> [WORK ORDER]
Only those lines running from the start of the listing below through the line that holds "width:16px; height:16px; translate:-50%" are to be written out, exactly and in full.

> [EXTRACTED INFORMATION]
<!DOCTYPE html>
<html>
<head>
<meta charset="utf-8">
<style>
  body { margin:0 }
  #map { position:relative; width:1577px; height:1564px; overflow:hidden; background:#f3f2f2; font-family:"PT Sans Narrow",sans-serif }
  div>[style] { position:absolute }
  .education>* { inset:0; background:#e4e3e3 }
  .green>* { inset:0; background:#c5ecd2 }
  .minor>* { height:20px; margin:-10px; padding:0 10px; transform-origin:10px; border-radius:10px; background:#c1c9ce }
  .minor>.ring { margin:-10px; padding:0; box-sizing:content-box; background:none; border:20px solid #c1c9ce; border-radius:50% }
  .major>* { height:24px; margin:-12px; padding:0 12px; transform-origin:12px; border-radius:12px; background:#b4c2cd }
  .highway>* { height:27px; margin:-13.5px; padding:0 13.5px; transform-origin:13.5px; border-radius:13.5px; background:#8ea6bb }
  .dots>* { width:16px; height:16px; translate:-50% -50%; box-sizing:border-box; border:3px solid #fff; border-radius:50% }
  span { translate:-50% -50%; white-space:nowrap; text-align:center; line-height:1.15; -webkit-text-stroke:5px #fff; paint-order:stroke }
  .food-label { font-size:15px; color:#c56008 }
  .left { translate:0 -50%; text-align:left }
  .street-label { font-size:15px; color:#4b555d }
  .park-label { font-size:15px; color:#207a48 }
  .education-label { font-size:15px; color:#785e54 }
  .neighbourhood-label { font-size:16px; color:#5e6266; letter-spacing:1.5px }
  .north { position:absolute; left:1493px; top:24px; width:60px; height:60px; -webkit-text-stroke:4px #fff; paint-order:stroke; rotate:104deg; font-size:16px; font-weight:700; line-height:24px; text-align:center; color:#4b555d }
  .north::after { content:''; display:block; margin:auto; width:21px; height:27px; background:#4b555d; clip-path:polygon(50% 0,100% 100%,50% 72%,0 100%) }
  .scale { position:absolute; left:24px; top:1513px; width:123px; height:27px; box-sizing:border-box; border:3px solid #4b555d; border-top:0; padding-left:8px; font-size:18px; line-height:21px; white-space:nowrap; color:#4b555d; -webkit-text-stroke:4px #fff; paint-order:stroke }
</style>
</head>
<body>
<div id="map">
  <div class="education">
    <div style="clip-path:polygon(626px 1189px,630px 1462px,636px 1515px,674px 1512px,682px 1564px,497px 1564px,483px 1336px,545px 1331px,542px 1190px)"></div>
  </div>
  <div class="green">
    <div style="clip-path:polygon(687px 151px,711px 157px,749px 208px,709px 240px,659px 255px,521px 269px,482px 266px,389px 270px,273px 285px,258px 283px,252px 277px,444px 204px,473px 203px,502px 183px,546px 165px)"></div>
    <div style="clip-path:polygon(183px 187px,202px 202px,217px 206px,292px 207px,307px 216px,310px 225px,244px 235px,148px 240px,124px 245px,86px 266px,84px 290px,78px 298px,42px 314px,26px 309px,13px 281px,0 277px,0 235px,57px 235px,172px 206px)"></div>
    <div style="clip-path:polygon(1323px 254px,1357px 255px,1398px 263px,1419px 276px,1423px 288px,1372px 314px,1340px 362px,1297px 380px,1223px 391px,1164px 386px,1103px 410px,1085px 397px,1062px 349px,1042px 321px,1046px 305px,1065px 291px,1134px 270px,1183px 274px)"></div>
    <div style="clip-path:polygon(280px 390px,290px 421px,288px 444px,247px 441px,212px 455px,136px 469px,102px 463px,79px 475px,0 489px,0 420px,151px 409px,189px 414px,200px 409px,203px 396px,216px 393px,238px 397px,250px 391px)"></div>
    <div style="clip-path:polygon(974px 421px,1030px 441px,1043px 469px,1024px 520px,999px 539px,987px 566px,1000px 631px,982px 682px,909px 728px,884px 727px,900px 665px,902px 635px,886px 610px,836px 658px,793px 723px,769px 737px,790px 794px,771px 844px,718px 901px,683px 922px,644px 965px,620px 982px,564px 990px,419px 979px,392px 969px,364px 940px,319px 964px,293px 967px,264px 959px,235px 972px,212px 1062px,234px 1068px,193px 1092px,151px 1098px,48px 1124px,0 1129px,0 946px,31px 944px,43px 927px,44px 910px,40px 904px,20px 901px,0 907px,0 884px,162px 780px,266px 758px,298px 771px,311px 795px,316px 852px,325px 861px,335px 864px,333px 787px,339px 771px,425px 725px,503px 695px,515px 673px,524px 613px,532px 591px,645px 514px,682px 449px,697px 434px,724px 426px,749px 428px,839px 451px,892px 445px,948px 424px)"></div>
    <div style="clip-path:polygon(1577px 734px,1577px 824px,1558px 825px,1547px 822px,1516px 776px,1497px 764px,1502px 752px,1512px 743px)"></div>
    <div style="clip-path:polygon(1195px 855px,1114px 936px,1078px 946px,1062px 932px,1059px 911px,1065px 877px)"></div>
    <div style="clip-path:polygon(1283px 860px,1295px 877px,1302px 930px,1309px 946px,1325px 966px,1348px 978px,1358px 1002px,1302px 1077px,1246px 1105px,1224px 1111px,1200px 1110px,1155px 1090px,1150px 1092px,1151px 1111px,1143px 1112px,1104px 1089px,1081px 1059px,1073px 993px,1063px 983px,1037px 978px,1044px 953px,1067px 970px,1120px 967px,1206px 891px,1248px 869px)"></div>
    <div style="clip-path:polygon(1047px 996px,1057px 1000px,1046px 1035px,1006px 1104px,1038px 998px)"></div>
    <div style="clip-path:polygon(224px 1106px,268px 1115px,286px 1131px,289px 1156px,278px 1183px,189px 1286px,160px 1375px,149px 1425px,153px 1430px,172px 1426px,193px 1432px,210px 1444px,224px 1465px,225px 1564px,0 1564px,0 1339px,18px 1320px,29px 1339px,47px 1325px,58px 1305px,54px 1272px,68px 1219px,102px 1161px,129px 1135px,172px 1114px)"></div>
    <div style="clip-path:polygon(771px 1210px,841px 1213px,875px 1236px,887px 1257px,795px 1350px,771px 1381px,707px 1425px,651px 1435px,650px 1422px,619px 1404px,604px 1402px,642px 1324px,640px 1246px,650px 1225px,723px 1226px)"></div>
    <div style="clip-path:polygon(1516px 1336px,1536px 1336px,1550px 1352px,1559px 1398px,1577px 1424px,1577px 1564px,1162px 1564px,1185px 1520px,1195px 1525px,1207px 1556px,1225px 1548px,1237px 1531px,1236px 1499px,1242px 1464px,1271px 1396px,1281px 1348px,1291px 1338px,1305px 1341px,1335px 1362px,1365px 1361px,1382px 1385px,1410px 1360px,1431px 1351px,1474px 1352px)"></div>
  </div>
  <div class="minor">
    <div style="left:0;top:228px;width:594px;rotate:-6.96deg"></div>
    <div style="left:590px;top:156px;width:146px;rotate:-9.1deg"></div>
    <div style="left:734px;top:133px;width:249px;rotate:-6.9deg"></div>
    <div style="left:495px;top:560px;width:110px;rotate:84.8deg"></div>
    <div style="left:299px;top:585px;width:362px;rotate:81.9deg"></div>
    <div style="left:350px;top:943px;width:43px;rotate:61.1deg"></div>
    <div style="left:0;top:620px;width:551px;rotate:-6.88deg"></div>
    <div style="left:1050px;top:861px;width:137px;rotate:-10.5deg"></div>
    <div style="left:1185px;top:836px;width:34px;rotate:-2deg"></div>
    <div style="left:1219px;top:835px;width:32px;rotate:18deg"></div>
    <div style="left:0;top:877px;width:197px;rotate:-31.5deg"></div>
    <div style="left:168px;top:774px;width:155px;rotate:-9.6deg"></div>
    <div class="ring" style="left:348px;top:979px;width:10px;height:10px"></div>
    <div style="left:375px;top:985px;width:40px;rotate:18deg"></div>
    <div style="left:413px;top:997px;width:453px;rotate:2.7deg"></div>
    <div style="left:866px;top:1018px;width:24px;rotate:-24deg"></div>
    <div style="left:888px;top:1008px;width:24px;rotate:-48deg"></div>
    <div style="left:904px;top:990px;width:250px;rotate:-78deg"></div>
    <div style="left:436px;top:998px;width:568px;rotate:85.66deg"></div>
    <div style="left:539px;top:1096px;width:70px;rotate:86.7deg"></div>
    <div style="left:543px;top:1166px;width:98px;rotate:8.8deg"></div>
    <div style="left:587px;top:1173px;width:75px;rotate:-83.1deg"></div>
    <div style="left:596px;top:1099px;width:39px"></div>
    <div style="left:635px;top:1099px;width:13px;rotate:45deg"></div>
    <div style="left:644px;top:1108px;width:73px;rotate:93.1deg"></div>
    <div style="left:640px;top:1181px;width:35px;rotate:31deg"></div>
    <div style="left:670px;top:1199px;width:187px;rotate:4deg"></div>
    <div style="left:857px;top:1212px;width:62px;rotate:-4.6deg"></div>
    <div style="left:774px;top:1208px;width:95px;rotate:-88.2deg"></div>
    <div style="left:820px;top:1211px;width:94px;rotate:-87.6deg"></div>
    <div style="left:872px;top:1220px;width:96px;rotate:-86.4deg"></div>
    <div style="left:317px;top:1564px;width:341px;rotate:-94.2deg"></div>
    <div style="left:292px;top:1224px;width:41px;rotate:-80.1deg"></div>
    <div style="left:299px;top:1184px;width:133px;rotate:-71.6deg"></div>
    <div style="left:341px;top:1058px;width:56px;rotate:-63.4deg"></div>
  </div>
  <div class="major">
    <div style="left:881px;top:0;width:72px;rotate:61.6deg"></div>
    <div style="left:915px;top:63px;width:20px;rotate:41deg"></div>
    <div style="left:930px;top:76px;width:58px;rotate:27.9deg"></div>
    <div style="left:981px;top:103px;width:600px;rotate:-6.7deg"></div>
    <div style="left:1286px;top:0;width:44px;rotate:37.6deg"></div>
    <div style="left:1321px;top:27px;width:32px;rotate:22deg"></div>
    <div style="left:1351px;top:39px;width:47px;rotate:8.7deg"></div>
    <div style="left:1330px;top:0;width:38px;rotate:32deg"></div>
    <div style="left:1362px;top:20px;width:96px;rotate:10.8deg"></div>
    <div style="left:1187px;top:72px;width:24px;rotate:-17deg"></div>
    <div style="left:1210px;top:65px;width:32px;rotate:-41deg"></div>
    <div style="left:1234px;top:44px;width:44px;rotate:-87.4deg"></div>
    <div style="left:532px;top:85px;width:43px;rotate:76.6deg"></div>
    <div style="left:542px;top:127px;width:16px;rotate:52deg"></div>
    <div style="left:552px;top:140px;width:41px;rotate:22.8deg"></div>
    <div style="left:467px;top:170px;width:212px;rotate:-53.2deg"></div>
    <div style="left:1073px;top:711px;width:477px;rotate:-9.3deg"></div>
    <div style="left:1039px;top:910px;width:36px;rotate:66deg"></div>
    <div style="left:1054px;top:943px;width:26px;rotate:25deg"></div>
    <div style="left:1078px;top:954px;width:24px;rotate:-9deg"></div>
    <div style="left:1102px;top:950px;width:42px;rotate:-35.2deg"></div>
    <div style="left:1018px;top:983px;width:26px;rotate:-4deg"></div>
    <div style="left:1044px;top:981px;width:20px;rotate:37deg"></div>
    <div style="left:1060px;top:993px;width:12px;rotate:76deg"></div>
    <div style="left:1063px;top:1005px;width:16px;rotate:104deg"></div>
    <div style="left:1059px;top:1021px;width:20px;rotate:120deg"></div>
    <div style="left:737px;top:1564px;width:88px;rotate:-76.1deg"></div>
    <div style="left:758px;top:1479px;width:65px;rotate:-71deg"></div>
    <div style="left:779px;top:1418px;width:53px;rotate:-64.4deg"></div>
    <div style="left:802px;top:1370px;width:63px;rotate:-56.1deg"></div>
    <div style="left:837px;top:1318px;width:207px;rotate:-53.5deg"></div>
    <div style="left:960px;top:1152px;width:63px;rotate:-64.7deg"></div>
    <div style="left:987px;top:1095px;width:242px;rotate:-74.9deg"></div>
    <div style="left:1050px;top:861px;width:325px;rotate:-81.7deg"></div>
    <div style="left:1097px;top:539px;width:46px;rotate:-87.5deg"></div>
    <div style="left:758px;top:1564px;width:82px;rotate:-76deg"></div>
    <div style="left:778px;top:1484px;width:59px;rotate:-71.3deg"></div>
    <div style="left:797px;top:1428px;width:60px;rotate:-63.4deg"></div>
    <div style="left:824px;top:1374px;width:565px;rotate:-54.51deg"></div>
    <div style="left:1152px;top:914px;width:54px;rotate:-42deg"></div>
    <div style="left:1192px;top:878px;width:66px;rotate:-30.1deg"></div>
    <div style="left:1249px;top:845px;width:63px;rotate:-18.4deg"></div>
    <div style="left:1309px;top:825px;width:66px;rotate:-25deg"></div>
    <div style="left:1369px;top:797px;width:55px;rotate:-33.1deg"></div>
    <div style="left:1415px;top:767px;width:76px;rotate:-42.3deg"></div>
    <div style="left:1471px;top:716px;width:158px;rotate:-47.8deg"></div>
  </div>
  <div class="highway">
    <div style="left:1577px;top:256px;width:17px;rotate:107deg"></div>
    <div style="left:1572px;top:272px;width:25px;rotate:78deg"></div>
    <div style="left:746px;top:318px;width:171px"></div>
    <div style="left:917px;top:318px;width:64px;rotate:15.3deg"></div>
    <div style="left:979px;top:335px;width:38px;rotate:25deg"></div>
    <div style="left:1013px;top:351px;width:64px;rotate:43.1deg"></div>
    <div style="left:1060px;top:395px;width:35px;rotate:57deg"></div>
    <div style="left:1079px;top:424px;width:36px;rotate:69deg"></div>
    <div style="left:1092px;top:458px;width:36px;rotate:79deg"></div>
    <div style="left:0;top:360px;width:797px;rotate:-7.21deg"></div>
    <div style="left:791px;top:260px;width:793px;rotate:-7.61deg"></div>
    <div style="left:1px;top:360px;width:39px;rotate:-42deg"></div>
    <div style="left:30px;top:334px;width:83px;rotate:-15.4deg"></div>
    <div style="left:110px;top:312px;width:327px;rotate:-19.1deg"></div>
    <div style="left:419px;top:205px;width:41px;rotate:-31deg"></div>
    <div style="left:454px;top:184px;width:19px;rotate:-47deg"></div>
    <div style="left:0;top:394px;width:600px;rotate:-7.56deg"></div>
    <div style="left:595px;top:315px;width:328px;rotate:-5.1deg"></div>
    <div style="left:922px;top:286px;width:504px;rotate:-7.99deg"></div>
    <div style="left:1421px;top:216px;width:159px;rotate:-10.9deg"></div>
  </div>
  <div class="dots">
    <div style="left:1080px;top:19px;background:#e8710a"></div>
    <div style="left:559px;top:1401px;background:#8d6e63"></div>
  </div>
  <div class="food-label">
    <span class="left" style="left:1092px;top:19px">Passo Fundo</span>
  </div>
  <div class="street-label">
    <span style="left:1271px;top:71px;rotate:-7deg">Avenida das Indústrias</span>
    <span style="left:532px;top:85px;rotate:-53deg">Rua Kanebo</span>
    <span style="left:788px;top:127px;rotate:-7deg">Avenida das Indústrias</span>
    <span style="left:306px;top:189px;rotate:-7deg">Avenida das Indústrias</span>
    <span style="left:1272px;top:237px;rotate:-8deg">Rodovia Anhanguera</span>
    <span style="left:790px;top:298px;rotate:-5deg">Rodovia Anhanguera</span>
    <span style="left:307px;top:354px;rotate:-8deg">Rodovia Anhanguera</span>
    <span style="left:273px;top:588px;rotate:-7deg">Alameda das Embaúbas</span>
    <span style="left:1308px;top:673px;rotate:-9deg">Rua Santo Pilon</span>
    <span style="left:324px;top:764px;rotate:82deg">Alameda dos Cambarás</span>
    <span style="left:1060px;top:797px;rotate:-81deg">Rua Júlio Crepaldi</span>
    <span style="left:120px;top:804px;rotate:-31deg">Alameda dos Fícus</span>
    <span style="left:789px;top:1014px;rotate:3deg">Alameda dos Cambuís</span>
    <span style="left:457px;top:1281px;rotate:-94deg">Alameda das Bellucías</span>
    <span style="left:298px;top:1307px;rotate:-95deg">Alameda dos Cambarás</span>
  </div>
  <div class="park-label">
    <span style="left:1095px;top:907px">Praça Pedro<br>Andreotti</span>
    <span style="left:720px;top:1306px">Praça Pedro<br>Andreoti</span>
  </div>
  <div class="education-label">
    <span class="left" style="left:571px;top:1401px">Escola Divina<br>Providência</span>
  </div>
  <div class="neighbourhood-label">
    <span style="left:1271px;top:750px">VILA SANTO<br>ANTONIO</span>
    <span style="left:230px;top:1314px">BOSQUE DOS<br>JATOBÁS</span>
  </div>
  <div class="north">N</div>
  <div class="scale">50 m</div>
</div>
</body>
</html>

> [RESULT OF THE TASK]
<!DOCTYPE html>
<html>
<head>
<meta charset="utf-8">
<style>
  body { margin:0 }
  #map { position:relative; width:1577px; height:1564px; overflow:hidden; background:#f3f2f2; font-family:"PT Sans Narrow",sans-serif }
  div>[style] { position:absolute }
  .education>* { inset:0; background:#e4e3e3 }
  .green>* { inset:0; background:#c5ecd2 }
  .minor>* { height:20px; margin:-10px; padding:0 10px; transform-origin:10px; border-radius:10px; background:#c1c9ce }
  .minor>.ring { margin:-10px; padding:0; box-sizing:content-box; background:none; border:20px solid #c1c9ce; border-radius:50% }
  .major>* { height:24px; margin:-12px; padding:0 12px; transform-origin:12px; border-radius:12px; background:#b4c2cd }
  .highway>* { height:27px; margin:-13.5px; padding:0 13.5px; transform-origin:13.5px; border-radius:13.5px; background:#8ea6bb }
  .dots>* { width:16px; height:16px; translate:-50% -50%; box-sizing:border-box; border:3px solid #fff; border-radius:50% }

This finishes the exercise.